I kind of personally consider the real dichotomy (pretentious jerk alert!) to be between Transcription and Arrangement - One seeks to hew to the letter of the original, while the other does not. So, 'orchestration?' It seems like you could have either a transcription for Orchestra or an arrangement for Orchestra, Union rules be darned. Then again, the terminology keeps shifting, so...c'est la vie.


----------



## JimmyPoppa (Aug 19, 2015)

bbunker,

Interesting point. I imagine it depends as much on the genre as the changing times and terminology - possibly the instrumentation as well. Certainly a guitar transcription of a Bach Klavier piece wouldn't be called an orchestration or an arrangement.

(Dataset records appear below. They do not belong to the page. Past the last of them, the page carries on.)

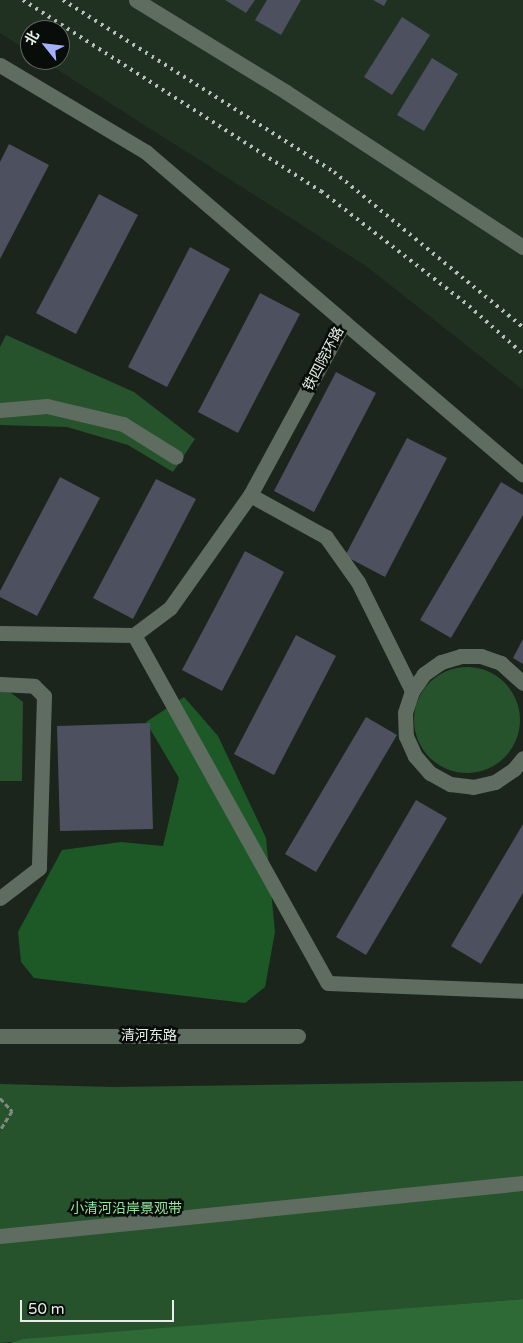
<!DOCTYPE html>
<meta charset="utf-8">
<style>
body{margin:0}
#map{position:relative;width:523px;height:1343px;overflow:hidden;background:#1b251b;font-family:"Varela Round","Noto Sans SC",sans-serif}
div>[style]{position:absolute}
.built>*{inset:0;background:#203021}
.green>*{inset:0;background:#26522c}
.round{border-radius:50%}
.forest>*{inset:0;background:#1c5927}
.water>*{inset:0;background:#2e6a36}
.building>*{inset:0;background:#4d505f}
.path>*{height:3px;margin-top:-1.5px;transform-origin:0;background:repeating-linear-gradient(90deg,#818a82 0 5px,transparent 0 7.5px)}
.minor>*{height:15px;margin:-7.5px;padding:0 7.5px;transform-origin:7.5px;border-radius:7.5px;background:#5f6c60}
.rail>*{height:4px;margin-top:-2px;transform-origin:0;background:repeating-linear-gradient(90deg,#b7bfb8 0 2.5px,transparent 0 7.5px)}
span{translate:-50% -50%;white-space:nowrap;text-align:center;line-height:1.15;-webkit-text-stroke:5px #080d09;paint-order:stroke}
.street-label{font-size:14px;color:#e6eee7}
.park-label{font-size:14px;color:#95e99d}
.north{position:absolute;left:20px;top:20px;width:50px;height:50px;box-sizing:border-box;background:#080d09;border:1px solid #616762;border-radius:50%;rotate:299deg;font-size:14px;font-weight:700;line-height:20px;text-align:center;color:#e6eee7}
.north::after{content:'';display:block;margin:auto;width:18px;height:22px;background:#a4b2fc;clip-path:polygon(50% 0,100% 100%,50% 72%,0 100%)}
.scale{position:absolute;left:20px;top:1300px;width:154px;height:22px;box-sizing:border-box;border:2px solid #e6eee7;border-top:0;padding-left:6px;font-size:15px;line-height:18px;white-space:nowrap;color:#e6eee7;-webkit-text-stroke:4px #080d09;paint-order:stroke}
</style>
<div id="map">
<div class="built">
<i style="clip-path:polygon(0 0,523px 0,523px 390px,366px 266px,42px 60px,60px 60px,60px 30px,30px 30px,30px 52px,0 33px)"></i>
</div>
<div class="green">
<i style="clip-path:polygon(6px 335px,134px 392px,195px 439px,173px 472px,128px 445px,67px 427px,0 425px,0 347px)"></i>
<i class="round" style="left:414px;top:667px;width:106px;height:106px"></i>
<i style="clip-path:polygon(0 692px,10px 692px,23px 702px,22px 781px,0 781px)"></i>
<i style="clip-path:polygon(523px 1081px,523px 1299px,0 1343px,0 1084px,113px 1087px)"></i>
</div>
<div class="forest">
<i style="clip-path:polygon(184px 697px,218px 736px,266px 838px,275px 932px,265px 987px,245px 1003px,34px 978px,21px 962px,18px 932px,62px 850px,121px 842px,163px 846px,179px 778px,146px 722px)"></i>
</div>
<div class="water">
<i style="clip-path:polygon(523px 1299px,523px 1343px,10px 1343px,24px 1339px)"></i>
</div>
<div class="building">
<i style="clip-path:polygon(225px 0,255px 0,246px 13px)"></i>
<i style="clip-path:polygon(267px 0,301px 0,281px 35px,255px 20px)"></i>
<i style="clip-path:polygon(373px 0,387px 0,384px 6px)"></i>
<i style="clip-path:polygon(402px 17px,430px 35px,392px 95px,364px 77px)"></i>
<i style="clip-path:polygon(432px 58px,458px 74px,424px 131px,397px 115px)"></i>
<i style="clip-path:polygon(9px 144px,49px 165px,0 259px,0 162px)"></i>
<i style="clip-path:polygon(99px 194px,138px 215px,76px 334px,36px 313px)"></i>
<i style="clip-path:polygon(190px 247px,230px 269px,167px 387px,128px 367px)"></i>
<i style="clip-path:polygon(260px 293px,300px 314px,238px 433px,198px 412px)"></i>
<i style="clip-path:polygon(336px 372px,376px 393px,314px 512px,274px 491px)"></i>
<i style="clip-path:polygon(407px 438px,447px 458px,385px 577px,345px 556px)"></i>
<i style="clip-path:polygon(60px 477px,100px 498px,37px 616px,0 597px,0 591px)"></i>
<i style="clip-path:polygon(156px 479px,196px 499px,133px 619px,93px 598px)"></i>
<i style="clip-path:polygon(501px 482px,523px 495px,523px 515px,451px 638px,420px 620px)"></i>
<i style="clip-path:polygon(245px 551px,284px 572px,222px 691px,182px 670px)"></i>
<i style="clip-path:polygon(296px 635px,336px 656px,274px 775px,234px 754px)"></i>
<i style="clip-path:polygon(523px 639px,523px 664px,513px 658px)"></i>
<i style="clip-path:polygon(366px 717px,397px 735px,316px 872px,285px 854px)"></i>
<i style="clip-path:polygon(150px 723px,153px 829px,60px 831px,57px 726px)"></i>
<i style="clip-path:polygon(416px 800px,447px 818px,366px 955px,336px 937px)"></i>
<i style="clip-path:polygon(523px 824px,523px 893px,481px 964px,451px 946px)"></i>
</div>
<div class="path">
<i style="left:0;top:1098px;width:18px;rotate:47deg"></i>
<i style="left:12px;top:1111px;width:22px;rotate:122deg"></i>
</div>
<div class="minor">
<i style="left:136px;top:0;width:176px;rotate:31.5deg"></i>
<i style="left:286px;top:92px;width:283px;rotate:33.2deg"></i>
<i style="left:0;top:65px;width:170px;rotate:30.8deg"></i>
<i style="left:146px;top:152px;width:261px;rotate:40.6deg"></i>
<i style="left:344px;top:322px;width:197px;rotate:118.5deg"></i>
<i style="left:250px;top:495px;width:138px;rotate:125.3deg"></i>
<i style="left:170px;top:608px;width:45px;rotate:143.1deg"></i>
<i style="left:134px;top:635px;width:134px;rotate:-179.1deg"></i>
<i style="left:344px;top:322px;width:235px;rotate:40.5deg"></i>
<i style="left:0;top:410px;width:47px;rotate:-4.9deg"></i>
<i style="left:47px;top:406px;width:78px;rotate:13.3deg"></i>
<i style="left:123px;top:424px;width:62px;rotate:31.9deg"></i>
<i style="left:250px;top:495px;width:87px;rotate:28.9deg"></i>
<i style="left:326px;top:537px;width:55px;rotate:54.6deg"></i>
<i style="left:358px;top:582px;width:122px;rotate:63.6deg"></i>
<i style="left:134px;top:635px;width:398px;rotate:60.9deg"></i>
<i style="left:328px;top:983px;width:195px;rotate:2.3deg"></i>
<i style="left:523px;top:683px;width:30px;rotate:-138deg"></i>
<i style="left:501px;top:663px;width:21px;rotate:-161deg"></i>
<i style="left:481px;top:656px;width:20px;rotate:180deg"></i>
<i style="left:461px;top:656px;width:21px;rotate:163deg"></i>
<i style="left:441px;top:662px;width:21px;rotate:145deg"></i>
<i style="left:424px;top:674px;width:21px;rotate:125deg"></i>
<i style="left:412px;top:691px;width:23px;rotate:108deg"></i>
<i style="left:405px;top:713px;width:23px;rotate:88deg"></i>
<i style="left:406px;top:736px;width:22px;rotate:66deg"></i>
<i style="left:415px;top:756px;width:23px;rotate:49deg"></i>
<i style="left:430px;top:773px;width:23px;rotate:29deg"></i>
<i style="left:450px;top:784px;width:23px;rotate:7deg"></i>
<i style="left:473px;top:787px;width:23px;rotate:-13deg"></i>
<i style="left:495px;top:782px;width:23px;rotate:-34deg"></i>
<i style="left:514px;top:769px;width:14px;rotate:-51deg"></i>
<i style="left:0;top:684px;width:34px;rotate:3deg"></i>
<i style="left:34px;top:686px;width:14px;rotate:45deg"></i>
<i style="left:44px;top:696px;width:172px;rotate:91.7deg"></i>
<i style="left:39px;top:868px;width:49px;rotate:142.4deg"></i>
<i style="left:0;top:1036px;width:298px"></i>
<i style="left:0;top:1236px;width:526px;rotate:-5.79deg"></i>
</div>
<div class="rail">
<i style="left:23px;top:0;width:354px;rotate:32.7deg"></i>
<i style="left:321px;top:191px;width:187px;rotate:37.8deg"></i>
<i style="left:469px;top:306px;width:72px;rotate:41.6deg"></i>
<i style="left:63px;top:0;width:321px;rotate:32.4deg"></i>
<i style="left:334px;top:172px;width:244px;rotate:39.4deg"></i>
</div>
<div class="street-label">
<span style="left:324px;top:359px;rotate:-62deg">铁四院环路</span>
<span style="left:149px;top:1036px">清河东路</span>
</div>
<div class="park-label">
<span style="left:126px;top:1209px">小清河沿岸景观带</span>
</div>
<div class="north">北</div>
<div class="scale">50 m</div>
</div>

In the U.S. musicians union, _*Transcriber*_ is a category which specifically refers to a person who, as accurately as possible, writes down in musical notation all the elements of a piece of music, usually from a recording. The music is not altered at all in any way. A transcriber usually charges by the hour and that's how the union minimums are set.

In the days before recorded music, obviously there were very few ways to do this. The term transcribe, at that time, had a different meaning closer to the one you describe. I'm sure it is still used today in that older context as well but, I would imagine it to be in some genres more than others.

Anyway, it's still and interesting distinction in relation to the thread. Thanks for bringing it up.

Be Well,

Jimmy


----------